Arnold winning the 1970 Mr. World title at Jim Lorimer's event in Columbus, Ohio.





YouTube Video










They mentioned that Arnold had arrived in Columbus after having won the NABBA Mr. Universe in London. Here's that video...





YouTube Video










Schwarzenegger's experience in Columbus, however, set the stage for the Arnold Schwarzenegger Classic. Arnold, so impressed by Lorimer's contest organization, vowed to return to Columbus after he retired from competition so he could promote shows with Lorimer.

Now known as the Arnold Sports Festival, the event has expanded to include the Arnold Classic Europe which will take place October 7 - 9, 2011 with an associated Expo taking place October 8 - 9.


----------



## sik_swole (Aug 20, 2011)

The first vid at the  Mr World he wasnt as lean as at the universe but damn was he flippin on swole or what....


----------



## Curt James (Aug 20, 2011)

sik_swole said:


> The first vid at the  Mr World he wasnt as lean as at the universe but damn was he flippin on swole or what....



It was such a short time between contests that I'm guessing it's more lighting than anything.

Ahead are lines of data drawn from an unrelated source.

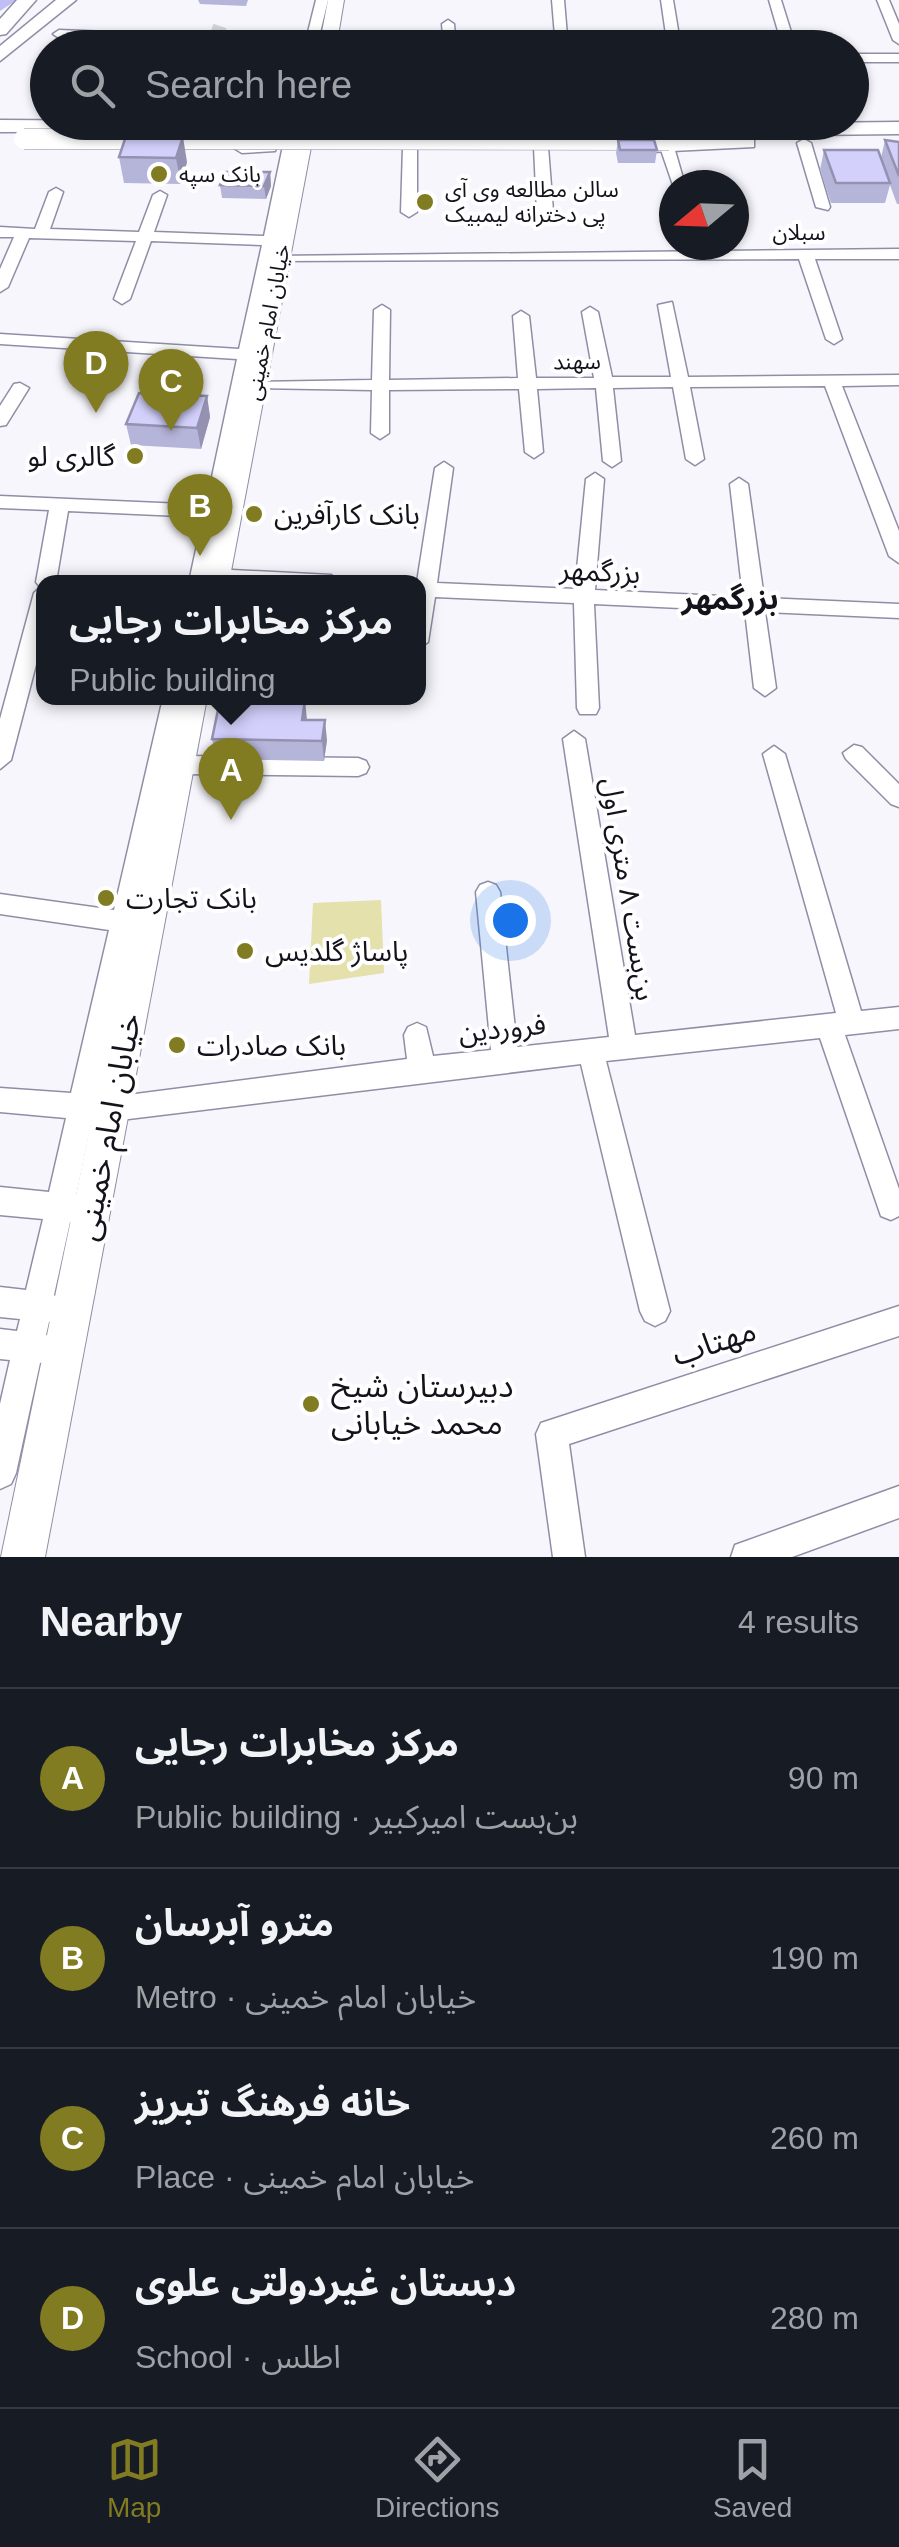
<!DOCTYPE html>
<meta charset="utf-8">
<style>
body{margin:0;font-family:Helvetica,"Noto Sans Arabic",sans-serif;background:#20242c;color:#f1f3f6}
.compass{position:absolute;left:659px;top:170px;width:90px;height:90px;border-radius:50%;background:#171b24;box-shadow:0 2px 8px #0004;rotate:251deg}
.you{position:absolute;left:510px;top:920px;width:35px;height:35px;margin:-25px;border:8px solid #fff;border-radius:50%;background:#1a73e8;box-shadow:0 0 0 15px #1a73e833}
.badge{display:grid;place-items:center;width:65px;height:65px;border-radius:50%;background:#817b21;color:#fff;font-size:32px;font-weight:700}
.pin{position:absolute;translate:-50% -82px;filter:drop-shadow(0 2px 5px #0008)}
.pin::after{content:'';position:absolute;top:52px;width:35px;height:30px;background:inherit;clip-path:polygon(0 0,100% 0,50% 100%)}
.popup{position:absolute;left:36px;top:575px;width:390px;height:130px;box-sizing:border-box;display:grid;place-content:center;border-radius:20px;background:#171b24;filter:drop-shadow(0 2px 8px #0005);font-size:32px;white-space:nowrap;color:#9ea1a6}
.popup b{font-size:38px;color:#f1f3f6}
.popup::after{content:'';position:absolute;left:50%;top:100%;margin-left:-20px;border:20px solid transparent;border-top-color:#171b24}
.list{margin:0;padding:0;list-style:none}
h2{display:flex;justify-content:space-between;align-items:center;height:130px;margin:0;padding:0 40px;font-size:42px}
h2 small{font-size:32px;font-weight:400;color:#9ea1a6}
.list li{display:grid;grid-template-columns:65px 1fr auto;gap:30px;align-items:center;box-sizing:border-box;height:180px;padding:0 40px;border-top:2px solid #363941}
.list b{display:block;font-size:38px;white-space:nowrap}
.list p{margin:0;font-size:32px;white-space:nowrap;color:#9ea1a6}
.list em{font-size:32px;font-style:normal;color:#9ea1a6}
.icon{flex:none;width:55px;height:55px;fill:none;stroke:currentColor;stroke-width:2;stroke-linecap:round;stroke-linejoin:round}
.map{position:relative;flex:none;width:899px;height:1557px;overflow:hidden}
.search{position:absolute;background:#171b24;box-shadow:0 2px 8px #0004;left:30px;right:30px;top:30px;height:110px;display:flex;align-items:center;gap:25px;box-sizing:border-box;padding:0 35px;border-radius:55px;color:#9ea1a6;font-size:38px}
.sheet{height:850px;background:#171b24}
nav{display:flex;justify-content:space-around;align-items:center;box-sizing:border-box;height:140px;border-top:2px solid #363941;background:#171b24;font-size:28px;color:#9ea1a6}
nav a{display:grid;justify-items:center;gap:5px}
nav .on{color:#817b21}
.map>svg:first-child{display:block}
.green{fill:#e4e1ac}
.lines{fill:none;stroke-linecap:round;stroke-linejoin:round}
.river{fill:#c1bdf5;fill-rule:evenodd}
.minor-tunnel{stroke:#d4d4da;stroke-width:14;stroke-dasharray:14 8;stroke-linecap:butt}
.minor-casing{stroke:#8f8ea6;stroke-width:3}
.major-casing{stroke:#8f8ea6;stroke-width:2}
.highway-casing{stroke:#8f8ea6;stroke-width:3}
.minor{fill:#fff;fill-rule:evenodd}
.major{fill:#fff;fill-rule:evenodd}
.highway{fill:#fff;fill-rule:evenodd}
.highway-bridge-casing{stroke:#8f8ea6;stroke-width:21;stroke-linecap:butt}
.highway-bridge{stroke:#fff;stroke-width:20}
.wall{fill:#b5b4d9}
.shaded-wall{fill:#9492b0}
.building{fill:#d3d1fc;stroke:#9492b0;stroke-width:2.5}
.poi-dot{fill:#817b21;stroke:#fff;stroke-width:4}
.labels{text-anchor:middle;stroke-width:8;stroke-linejoin:round;paint-order:stroke}
.far-poi-label{font-size:22px;fill:#14131c;stroke:#fff;text-anchor:start}
.far-street-label{font-size:22px;fill:#14131c;stroke:#fff}
.poi-label{font-size:28px;fill:#14131c;stroke:#fff;text-anchor:start}
.street-label{font-size:28px;fill:#14131c;stroke:#fff}
.neighbourhood-label{font-size:30px;font-weight:bold;fill:#14131c;stroke:#fff}
.near-street-label{font-size:32px;fill:#14131c;stroke:#fff}
.near-poi-label{font-size:32px;fill:#14131c;stroke:#fff;text-anchor:start}
</style>
<div class="map">
<svg width="899" height="1557" viewBox="0 0 899 1557">
<rect width="100%" height="100%" fill="#f6f6fc"/>
<polygon class="green" points="381,900 384,973 309,984 313,903"/>
<g class="lines">
<polygon class="river" points="0,0 17,0 0,11"/>
<polyline class="minor-tunnel" points="216,38 220,26"/>
<defs>
<g id="minor">
<polygon points="316,0 328,0 318,41 332,42 332,48 59,38 53,34 59,30 306,40"/>
<polygon points="552,0 564,0 568,48 556,48"/>
<polygon points="661,0 673,0 681,48 668,48"/>
<polygon points="769,0 781,0 796,48 783,48"/>
<polygon points="877,0 889,0 899,24 899,44 893,40"/>
<polygon points="448,20 454,24 456,48 444,48 442,24"/>
<rect x="852" y="54" width="47" height="8"/>
<polygon points="288,122 302,122 279,236 289,241 277,245 275,256 899,249 899,259 815,259 842,339 834,344 826,339 799,259 274,261 256,350 269,355 254,360 249,382 372,380 374,310 382,305 390,310 389,380 518,378 513,316 521,311 529,316 536,378 594,378 582,312 590,307 598,312 612,377 671,377 658,305 672,302 688,377 899,375 899,385 842,386 899,531 899,563 889,556 825,386 690,387 704,459 695,465 686,459 673,387 613,388 621,461 612,467 603,461 596,388 537,389 543,452 534,458 525,452 519,389 389,390 389,433 380,439 371,433 372,390 248,388 224,506 235,512 233,516 222,518 212,569 331,575 341,582 242,582 210,577 209,582 189,582 203,517 68,511 56,582 44,582 44,634 11,760 0,769 0,719 34,593 40,587 36,582 49,510 0,508 0,496 206,505 237,359 0,344 0,334 239,349 262,245 151,241 130,299 122,304 114,299 136,241 29,238 8,287 0,292 0,269 14,237 0,237 0,227 35,229 49,192 56,188 63,192 50,229 139,232 153,195 160,191 167,195 154,232 264,236"/>
<polygon points="680,122 694,122 695,127 683,130"/>
<polygon points="804,139 811,143 830,207 828,210 816,207 797,143"/>
<polygon points="410,143 417,147 417,212 409,217 401,212 403,147"/>
<polygon points="541,143 548,147 553,211 545,216 537,211 534,147"/>
<polygon points="667,143 674,147 685,185 674,185 674,188 660,147"/>
<polygon points="20,383 29,388 6,425 0,426 0,406 14,384"/>
<polygon points="444,462 453,468 437,583 575,589 586,479 595,473 604,479 595,590 743,597 730,484 739,478 748,484 764,598 899,604 899,618 765,612 776,688 765,696 754,688 745,611 594,604 599,708 596,714 580,714 577,708 574,603 435,597 428,642 418,649 417,582 435,468"/>
<polygon points="163,698 184,698 169,764 180,756 358,758 366,761 369,767 366,773 358,776 180,774 169,765 137,913 144,916 147,923 144,930 133,933 98,1095 112,1097 407,1059 404,1035 408,1027 417,1023 426,1027 433,1056 491,1050 476,892 480,885 488,882 496,885 500,892 517,1047 609,1037 563,739 574,731 585,739 635,1035 836,1013 763,754 774,746 785,754 861,1011 899,1007 899,1029 845,1035 899,1189 899,1216 891,1220 881,1216 820,1038 606,1061 670,1311 665,1321 655,1326 645,1321 640,1311 581,1064 112,1121 92,1120 76,1196 85,1208 81,1218 70,1222 54,1295 64,1307 59,1317 49,1322 46,1335 52,1337 56,1348 52,1359 40,1363 16,1473 11,1484 0,1489 0,1404 10,1360 0,1359 0,1329 17,1331 20,1319 0,1317 0,1287 26,1290 43,1219 0,1215 0,1187 49,1192 66,1118 0,1112 0,1088 71,1093 109,930 0,914 0,894 114,910"/>
<polygon points="854,745 862,747 899,784 899,807 891,804 846,759 843,753"/>
<polygon points="899,1306 899,1336 569,1444 585,1557 553,1557 536,1434 541,1423"/>
<polygon points="899,1486 899,1518 792,1557 731,1557 735,1545"/>
</g>
<g id="major">
<polygon points="328,0 344,0 336,48 319,48"/>
<polygon points="302,122 320,122 311,147 229,582 203,582 293,147"/>
<polygon points="179,698 207,698 45,1557 1,1557"/>
</g>
<g id="highway">
<polygon points="17,0 36,0 6,34 0,35 0,19"/>
<polygon points="56,0 76,0 0,61 0,46"/>
<polygon points="0,120 280,122 282,125 275,151 242,153 232,147 235,143 259,141 261,131 0,132"/>
<polygon points="303,122 676,122 678,126 668,132 311,131 304,129"/>
<polygon points="899,122 899,134 724,136 714,130 724,124"/>
<polygon points="747,137 754,139 754,147 631,153 621,147 631,141"/>
</g>
</defs>
<use href="#minor" class="minor-casing"/>
<use href="#major" class="major-casing"/>
<use href="#highway" class="highway-casing"/>
<use href="#minor" class="minor"/>
<use href="#major" class="major"/>
<use href="#highway" class="highway"/>
<defs>
<polyline id="highway-bridge" points="24,139 669,140"/>
</defs>
<use href="#highway-bridge" class="highway-bridge-casing"/>
<use href="#highway-bridge" class="highway-bridge"/>
</g>
<g class="wall">
<polygon points="198,0 248,0 246,6 200,4"/>
<polygon points="170,122 250,122 249,123"/>
<polygon points="126,136 187,162 181,184 124,183 119,157"/>
<polygon points="618,140 657,150 655,163 618,163 616,153"/>
<polygon points="885,140 899,142 899,204 897,204 890,185 885,203 831,203 820,170 824,150 881,158"/>
<polygon points="270,172 271,186 266,199 222,198 220,185"/>
<polygon points="207,396 210,417 201,449 131,445 126,424"/>
<polygon points="307,720 327,740 324,761 217,759 212,739"/>
</g>
<g class="shaded-wall">
<polygon points="183,137 187,162 181,184 176,158"/>
<polygon points="270,172 271,186 266,199 264,186"/>
<polygon points="207,396 210,417 201,449 197,428"/>
<polygon points="305,700 307,720 302,720"/>
<polygon points="325,720 327,740 324,761 322,741"/>
</g>
<g class="building">
<polygon points="484,38 497,41 503,48 456,47 469,39"/>
<polygon points="126,136 183,137 176,158 119,157"/>
<polygon points="618,140 654,140 657,150 620,150"/>
<polygon points="885,140 899,142 899,176"/>
<polygon points="824,150 878,150 890,183 836,183"/>
<polygon points="226,172 270,172 264,186 220,185"/>
<polygon points="139,393 207,396 197,428 126,424"/>
<polygon points="220,700 305,700 302,720 325,720 322,741 212,739"/>
</g>
<g class="poi-dot">
<circle cx="159" cy="174" r="10"/>
<circle cx="425" cy="202" r="10"/>
<circle cx="135" cy="456" r="10"/>
<circle cx="254" cy="514" r="10"/>
<circle cx="106" cy="898" r="10"/>
<circle cx="245" cy="951" r="10"/>
<circle cx="177" cy="1045" r="10"/>
<circle cx="311" cy="1404" r="10"/>
</g>
<g class="labels">
<g class="far-poi-label">
<text x="179" y="182">بانک سپه</text>
<text x="445" y="197">سالن مطالعه وی آی<tspan x="445" dy="25">پی دخترانه لیمبیک</tspan></text>
</g>
<g class="far-street-label">
<text x="799" y="240">سبلان</text>
<text transform="translate(267 322) rotate(-79)" y="8">خیابان امام خمینی</text>
<text transform="translate(577 361) rotate(-1)" y="8">سهند</text>
</g>
<g class="poi-label">
<text x="115" y="466" text-anchor="end">گالری لو</text>
<text x="274" y="524">بانک کارآفرین</text>
<text x="126" y="908">بانک تجارت</text>
<text x="265" y="961">پاساژ گلدیس</text>
<text x="197" y="1055">بانک صادرات</text>
</g>
<g class="street-label">
<text transform="translate(600 571) rotate(3)" y="10">بزرگمهر</text>
<text transform="translate(629 889) rotate(81)" y="10">بن‌بست ۸ متری اول</text>
<text transform="translate(502 1028) rotate(-6)" y="10">فروردین</text>
</g>
<g class="neighbourhood-label">
<text x="730" y="609">بزرگمهر</text>
</g>
<g class="near-street-label">
<text transform="translate(108 1127) rotate(-79)" y="11">خیابان امام خمینی</text>
<text transform="translate(714 1342) rotate(-18)" y="11">مهتاب</text>
</g>
<g class="near-poi-label">
<text x="331" y="1397">دبیرستان شیخ<tspan x="331" dy="37">محمد خیابانی</tspan></text>
</g>
</g>
</svg>
<svg class="compass" viewBox="-18 -18 36 36"><path d="M0-13l5 13h-10z" fill="#e53935"/><path d="M0 13l5-13h-10z" fill="#9ea1a6"/></svg>
<div class="you"></div>
<div class="pin badge" style="left:231px;top:820px">A</div>
<div class="popup"><b>مرکز مخابرات رجایی</b>Public building</div>
<div class="pin badge" style="left:200px;top:556px">B</div>
<div class="pin badge" style="left:171px;top:431px">C</div>
<div class="pin badge" style="left:96px;top:413px">D</div>
<div class="search"><svg class="icon" aria-label="search" viewBox="0 0 24 24"><circle cx="10" cy="10" r="6"/><path d="M15 15l6 6"/></svg>Search here</div>
</div>
<section class="sheet">
<h2>Nearby<small>4 results</small></h2>
<ul class="list">
<li><span class="badge">A</span><div><b>مرکز مخابرات رجایی</b><p>Public building · بن‌بست امیرکبیر</p></div><em>90 m</em></li>
<li><span class="badge">B</span><div><b>مترو آبرسان</b><p>Metro · خیابان امام خمینی</p></div><em>190 m</em></li>
<li><span class="badge">C</span><div><b>خانه فرهنگ تبریز</b><p>Place · خیابان امام خمینی</p></div><em>260 m</em></li>
<li><span class="badge">D</span><div><b>دبستان غیردولتی علوی</b><p>School · اطلس</p></div><em>280 m</em></li>
</ul>
</section>
<nav>
<a class="on"><svg class="icon" aria-label="map" viewBox="0 0 24 24"><path d="M3 6l6-2 6 2 6-2v14l-6 2-6-2-6 2zM9 4v14M15 6v14"/></svg>Map</a>
<a><svg class="icon" aria-label="directions" viewBox="0 0 24 24"><path d="M12 3l9 9-9 9-9-9zM9 14v-3h6M13 9l2 2-2 2"/></svg>Directions</a>
<a><svg class="icon" aria-label="saved" viewBox="0 0 24 24"><path d="M7 4h10v16l-5-4-5 4z"/></svg>Saved</a>
</nav>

The first video is _really _washed out.

Arnold made great strides between 1968 and 1970. Frank Zane won the day at the 1968 IFBB Mr. Universe in Florida when Arnold initially arrived in the U.S.






*L-R:* Roy Callendar (6th place), Zane doing the victory pose, (Believe this is) Pierre Vandensteen (5th place), Don Peters (4th place), Arnold (2nd place)

Where'd 3rd place Johnny Maldonado disappear to? Vic Downes was in 7th and *Christopher Forde* placed 8th.

And here's a noticeably leaner Arnold winning the Overall and Tall Class at the 1970 NABBA Pro Mr. Universe. Boyer Coe (left) won the Short Class.


----------